Comme attendu, et comme nous l’avions annoncé dès le mois de juillet, François Bayrou a préféré tirer sa révérence avant l’examen d’un budget perdu d’avance. C’est en effet un cuisant désaveu qu’a subi le maire de Pau, lundi, lors du vote de confiance (364 voix contre, 194 pour).
Cette fois-ci, une fois le couperet tombé, le Président de la République n’a pas tergiversé ; ce sera donc Sébastien Lecornu. Une décision attendue, dans la mesure où il devait déjà être nommé, en décembre dernier, avant que François Bayrou ne pèse de tout son poids pour lui ravir le poste. Elle a tout de même pris de court tous ses collègues du Gouvernement, qui s’attendaient à une nomination un peu plus tardive.
À la différence de ses prédécesseurs, l’homme entretient une relation quasi symbiotique avec l’Élysée, noué au fil du temps depuis 2017. À l’heure de l’impérieuse nécessité de nouer des compromis, le choix d’un fidèle parmi les fidèles a pourtant de quoi étonner, tant cela expose le Président de la République en premier chef.
De la posture de « collaborateur », Sébastien Lecornu devra endosser celle du « négociateur ». Quitte à parfois mettre en scène de « vraies fausses » divergences avec le Président.

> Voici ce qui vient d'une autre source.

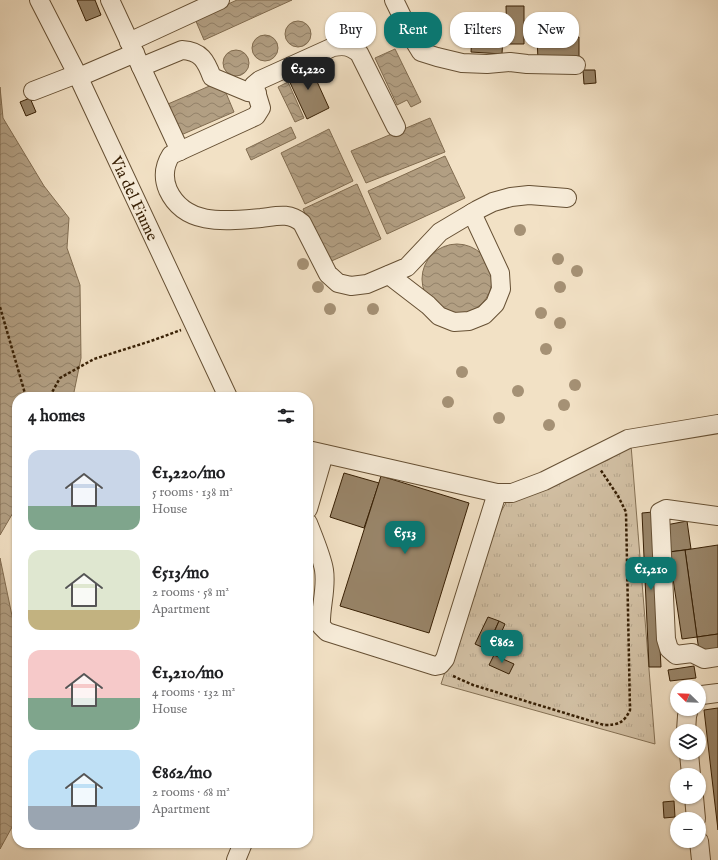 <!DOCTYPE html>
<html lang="en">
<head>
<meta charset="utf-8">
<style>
	:root { --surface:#fff; --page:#f2f2f2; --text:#202124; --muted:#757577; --accent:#0f766e }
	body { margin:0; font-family:"IM FELL English",serif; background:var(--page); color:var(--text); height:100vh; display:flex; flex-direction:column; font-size:15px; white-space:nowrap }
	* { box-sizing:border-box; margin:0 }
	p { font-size:13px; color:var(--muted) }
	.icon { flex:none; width:22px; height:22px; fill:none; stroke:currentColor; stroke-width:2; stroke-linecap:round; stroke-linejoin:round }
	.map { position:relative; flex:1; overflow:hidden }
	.details { position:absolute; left:12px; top:392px; width:301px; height:456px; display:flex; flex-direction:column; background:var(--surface); border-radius:16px; box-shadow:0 1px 3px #0004 }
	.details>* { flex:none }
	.top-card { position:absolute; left:325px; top:12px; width:333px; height:36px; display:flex; gap:8px }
	.needle { width:26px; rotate:293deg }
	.buttons { position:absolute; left:670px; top:680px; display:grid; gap:8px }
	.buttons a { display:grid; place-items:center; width:36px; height:36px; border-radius:50%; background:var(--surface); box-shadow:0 1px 3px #0004; font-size:20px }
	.price { position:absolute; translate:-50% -34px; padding:0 9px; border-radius:8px; background:var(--accent); color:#fff; font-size:13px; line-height:26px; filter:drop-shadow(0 1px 2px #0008) }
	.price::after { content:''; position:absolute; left:50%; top:24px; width:12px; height:9px; margin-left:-6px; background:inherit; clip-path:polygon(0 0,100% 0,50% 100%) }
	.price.selected { background:#222; color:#fff }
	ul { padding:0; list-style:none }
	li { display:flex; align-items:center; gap:12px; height:100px; padding:0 16px }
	li span { display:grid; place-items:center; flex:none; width:112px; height:80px; border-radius:12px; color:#555 }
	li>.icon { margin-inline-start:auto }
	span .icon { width:48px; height:48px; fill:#fffc; stroke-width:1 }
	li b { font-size:17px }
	h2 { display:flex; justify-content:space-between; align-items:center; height:48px; padding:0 16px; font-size:17px }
	.pill { padding:0 14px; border-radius:16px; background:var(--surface); box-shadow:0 1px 3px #0004; font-size:14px; line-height:36px }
	.pill.selected { background:var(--accent); color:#fff }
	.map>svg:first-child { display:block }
	.grass { fill:url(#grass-tufts); stroke:#847054 }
	.water { fill:url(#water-waves); stroke:#816c50 }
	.building { fill:#988468; stroke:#371f04 }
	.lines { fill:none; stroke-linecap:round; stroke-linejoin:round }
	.minor-casing { stroke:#665034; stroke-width:20 }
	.path { stroke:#371f04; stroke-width:2.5; stroke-dasharray:3 2; stroke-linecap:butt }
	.minor { stroke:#f7ecd9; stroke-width:18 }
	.tree { fill:#a59175 }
	.labels { text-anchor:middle; stroke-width:3; stroke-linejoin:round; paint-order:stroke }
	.street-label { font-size:16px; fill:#371f04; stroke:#f7ecd9 }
</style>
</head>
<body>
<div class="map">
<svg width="718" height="860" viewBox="0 0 718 860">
	<defs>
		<pattern id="grass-tufts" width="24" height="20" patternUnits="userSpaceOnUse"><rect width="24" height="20" fill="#d2c0a4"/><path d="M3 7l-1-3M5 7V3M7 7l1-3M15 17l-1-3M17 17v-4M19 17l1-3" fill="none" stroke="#b5a58c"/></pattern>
		<pattern id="water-waves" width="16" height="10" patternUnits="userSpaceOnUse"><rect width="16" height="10" fill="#b29f83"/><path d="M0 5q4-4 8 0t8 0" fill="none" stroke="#928169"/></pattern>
	</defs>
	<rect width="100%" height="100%" fill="#f2e1c5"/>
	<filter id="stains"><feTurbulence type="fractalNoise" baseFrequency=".005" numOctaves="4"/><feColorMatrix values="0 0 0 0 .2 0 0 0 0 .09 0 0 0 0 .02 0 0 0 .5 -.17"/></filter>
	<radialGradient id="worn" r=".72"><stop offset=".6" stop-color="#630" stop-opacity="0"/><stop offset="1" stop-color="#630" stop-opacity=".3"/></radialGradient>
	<!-- grass -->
	<path class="grass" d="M631,445L655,744L441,684L494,524L507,501L608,460Z"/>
	<!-- water -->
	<g class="water">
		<path d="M237,0H292L204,40L195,19Z"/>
		<circle cx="298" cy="34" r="13"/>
		<circle cx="265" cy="48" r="13"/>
		<path d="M395,49L421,102L411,107L407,100L397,105L375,58Z"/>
		<circle cx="236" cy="63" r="13"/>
		<path d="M221,81L234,112L181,135L168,104Z"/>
		<path d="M288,82L304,118L295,122L278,87Z"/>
		<path d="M0,87L3,118L44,186L69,218L67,248L80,285L81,358L73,397H17V506L0,535Z"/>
		<path d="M430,118L445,152L366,183L351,151Z"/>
		<path d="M291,127L296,138L251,160L246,149Z"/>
		<path d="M329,129L353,181L305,204L281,153Z"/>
		<path d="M445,156L465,198L387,234L368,191Z"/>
		<path d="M357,184L381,239L327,263L303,209Z"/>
		<circle cx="457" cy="279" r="35"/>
		<path d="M0,558L16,635L17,653V818L0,849Z"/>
	</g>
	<!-- building -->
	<g class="building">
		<path d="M77,0H95L101,15L86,21Z"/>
		<path d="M506,6H524V44H507Z"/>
		<path d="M473,17L504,19L502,54L471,52Z"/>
		<path d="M579,37V58L538,60L537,38Z"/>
		<path d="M309,64L329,108L307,119L286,74Z"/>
		<path d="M583,70H595L596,83L584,84Z"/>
		<path d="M30,98L36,112L26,116L20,102Z"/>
		<path d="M344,473L379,483L364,528L330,517Z"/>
		<path d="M381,476L469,503L429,633L340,606Z"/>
		<path d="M653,512L661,667H649L642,513Z"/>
		<path d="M687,521L691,549L669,552L666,525Z"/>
		<path d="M718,545V634L697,637L685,550Z"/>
		<path d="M685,550L697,637L682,639L669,552Z"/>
		<path d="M488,617L499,621L486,649L475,644Z"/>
		<path d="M499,621L505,624L498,640L492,637Z"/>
		<path d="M718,634V648L699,651L697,637Z"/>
		<path d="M494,655L514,664L509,674L489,665Z"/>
		<path d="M694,666L696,678L670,681L668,670Z"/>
		<path d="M718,708V830L704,710Z"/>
		<path d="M674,801L675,817L664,818L663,802Z"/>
	</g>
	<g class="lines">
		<defs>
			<g id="minor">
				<path d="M39,0L77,74L228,397"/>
				<path d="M110,0L180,151"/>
				<path d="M394,0L413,39L421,52L437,57L462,63L487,64L510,62L527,64L576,65"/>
				<path d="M129,42L220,0"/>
				<path d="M141,67L182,50C201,51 206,61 212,77L248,92L257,93"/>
				<path d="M79,77L135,53"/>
				<path d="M33,91L77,74"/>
				<path d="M396,127L359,53C349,46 345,45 333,47L260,80L254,85L261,108L256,116L171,155C164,166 163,178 168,190C185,227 227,221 261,218C277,216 289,212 302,223L328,274L338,283L351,286L367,284L407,267L440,232L477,210L493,202L511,197L529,195L567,198"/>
				<path d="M389,275L428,305L439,316L454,322L469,321L484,315L495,304L501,289L500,273L472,213"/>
				<path d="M308,450L497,493H512L544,481L628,439L718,424"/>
				<path d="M308,509L324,454"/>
				<path d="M718,516L666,509L660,512L666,639L669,649L676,655L692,653L704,659L718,657"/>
				<path d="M308,523C313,536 322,557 324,570C327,589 320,607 321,626L327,632L435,666L440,665L445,659L497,493"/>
				<path d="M699,697L702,695L718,693"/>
				<path d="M686,731L687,716L689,709"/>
				<path d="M689,753L691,775"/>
				<path d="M694,797L696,819"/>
				<path d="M699,841L701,860"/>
				<path d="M236,860L243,843"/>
			</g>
		</defs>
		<!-- minor casing -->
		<use href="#minor" class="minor-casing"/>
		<!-- path -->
		<g class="path">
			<path d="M0,307L26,397H28"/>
			<path d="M45,397L50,396L60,378L94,359L151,341L181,330"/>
			<path d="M453,676L473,685L604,725C618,725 624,723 630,710L626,512L618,496L600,469"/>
		</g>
		<!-- minor -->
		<use href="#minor" class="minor"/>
	</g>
	<!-- trees -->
	<g class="tree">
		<circle cx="520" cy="230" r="6"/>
		<circle cx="558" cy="259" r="6"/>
		<circle cx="303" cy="264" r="6"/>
		<circle cx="577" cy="271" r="6"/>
		<circle cx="318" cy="287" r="6"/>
		<circle cx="560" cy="287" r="6"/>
		<circle cx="330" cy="309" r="6"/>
		<circle cx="373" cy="309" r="6"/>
		<circle cx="541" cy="313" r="6"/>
		<circle cx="560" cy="323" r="6"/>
		<circle cx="546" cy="349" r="6"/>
		<circle cx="462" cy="372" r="6"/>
		<circle cx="575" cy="385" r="6"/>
		<circle cx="518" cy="391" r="6"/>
		<circle cx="448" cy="402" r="6"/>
		<circle cx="564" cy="405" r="6"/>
		<circle cx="499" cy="418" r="6"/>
		<circle cx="549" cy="425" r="6"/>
	</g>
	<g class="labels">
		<!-- street labels -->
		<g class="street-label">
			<text transform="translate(135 198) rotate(65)" y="6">Via del Fiume</text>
		</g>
	</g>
	<rect width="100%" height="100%" filter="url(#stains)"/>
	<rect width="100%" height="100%" fill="url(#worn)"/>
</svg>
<div class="buttons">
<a><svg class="needle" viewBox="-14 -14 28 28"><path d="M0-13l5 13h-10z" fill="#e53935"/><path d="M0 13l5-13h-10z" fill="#757577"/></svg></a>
<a><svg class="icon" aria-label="layers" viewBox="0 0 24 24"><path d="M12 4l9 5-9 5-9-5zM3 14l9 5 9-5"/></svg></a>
<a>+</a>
<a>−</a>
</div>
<b class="price selected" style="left:308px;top:91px">€1,220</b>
<b class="price" style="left:405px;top:555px">€513</b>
<b class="price" style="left:651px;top:591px">€1,210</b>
<b class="price" style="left:502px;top:664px">€862</b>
<div class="top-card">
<a class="pill">Buy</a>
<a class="pill selected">Rent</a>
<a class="pill">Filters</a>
<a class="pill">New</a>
</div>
<section class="details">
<h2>4 homes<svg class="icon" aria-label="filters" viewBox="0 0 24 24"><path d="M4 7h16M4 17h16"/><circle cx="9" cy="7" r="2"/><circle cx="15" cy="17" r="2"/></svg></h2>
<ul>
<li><span style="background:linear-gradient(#c9d6e8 70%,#7fa58c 0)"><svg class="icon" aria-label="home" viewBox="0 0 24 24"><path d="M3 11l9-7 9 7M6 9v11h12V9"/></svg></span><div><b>€1,220/mo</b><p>5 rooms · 138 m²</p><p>House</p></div></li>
<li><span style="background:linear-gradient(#dfe7d0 75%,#c2b280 0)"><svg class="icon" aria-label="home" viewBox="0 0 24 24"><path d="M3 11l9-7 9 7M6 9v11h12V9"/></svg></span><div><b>€513/mo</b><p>2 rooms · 58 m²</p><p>Apartment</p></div></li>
<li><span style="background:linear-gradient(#f6c9c9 60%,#7fa58c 0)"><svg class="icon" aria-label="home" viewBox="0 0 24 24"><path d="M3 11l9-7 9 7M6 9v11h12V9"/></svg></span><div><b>€1,210/mo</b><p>4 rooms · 132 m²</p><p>House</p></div></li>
<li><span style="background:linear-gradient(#bfe0f5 70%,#9aa5b1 0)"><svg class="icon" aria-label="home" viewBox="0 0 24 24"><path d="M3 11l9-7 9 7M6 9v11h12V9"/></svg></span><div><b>€862/mo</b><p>2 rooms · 68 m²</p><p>Apartment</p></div></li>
</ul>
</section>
</div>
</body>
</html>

Mais il est aussi un homme de dialogue, fort d’une expérience (déjà) riche d’élu de terrain et de ministre. Malgré des « coups » politiques notables, comme lorsqu’il décide de lâcher François Fillon pour Emmanuel Macron en plein campagne présidentielle 2017, Sébastien Lecornu n’a jamais cristallisé la haine auprès de ses adversaires politiques. Tous reconnaissent une personnalité besogneuse et moins enclin à s’exposer à la lumière que certains de ses pairs.
Il a su, par le passé, former une majorité composite derrière lui au sein du Conseil départemental de l’Eure, négocier la fermeture de Fessenheim en 2018 et sortir le Président de la République de l’ornière des « Gilets jaunes », avec le grand débat national de 2019.
Sur le parvis de Matignon, sa prise de parole fut brève. Promettant la « rupture », le nouveau Premier ministre se sait attendu au tournant, alors que les textes budgétaires devront atterrir d’ici la mi-octobre sur le bureau des députés.
Il faudra faire preuve d’habileté pour conserver la stabilité du « socle commun » tout en accordant des concessions à gauche, voire à l’extrême droite. Coincé entre des socialistes, qui espèrent bien liquider l’héritage politique d’Emmanuel Macron et faire adopter la taxe Zucman et un RN qui poussera jusqu’au bout pour des présidentielles anticipées, Sébastien Lecornu se trouve face à une toute petite lucarne. Peut-être va-t-il parvenir à transformer l’essai, pour sortir la France du marasme institutionnel et éviter une crise politique totale.
Quoiqu’il en soit, il faudra être patient avant de connaître les visages de ce nouveau Gouvernement ; Lecornu a précisé, y compris auprès de ses proches, que rien ne filtrerait sur sa composition avant la fin des accords sur le budget.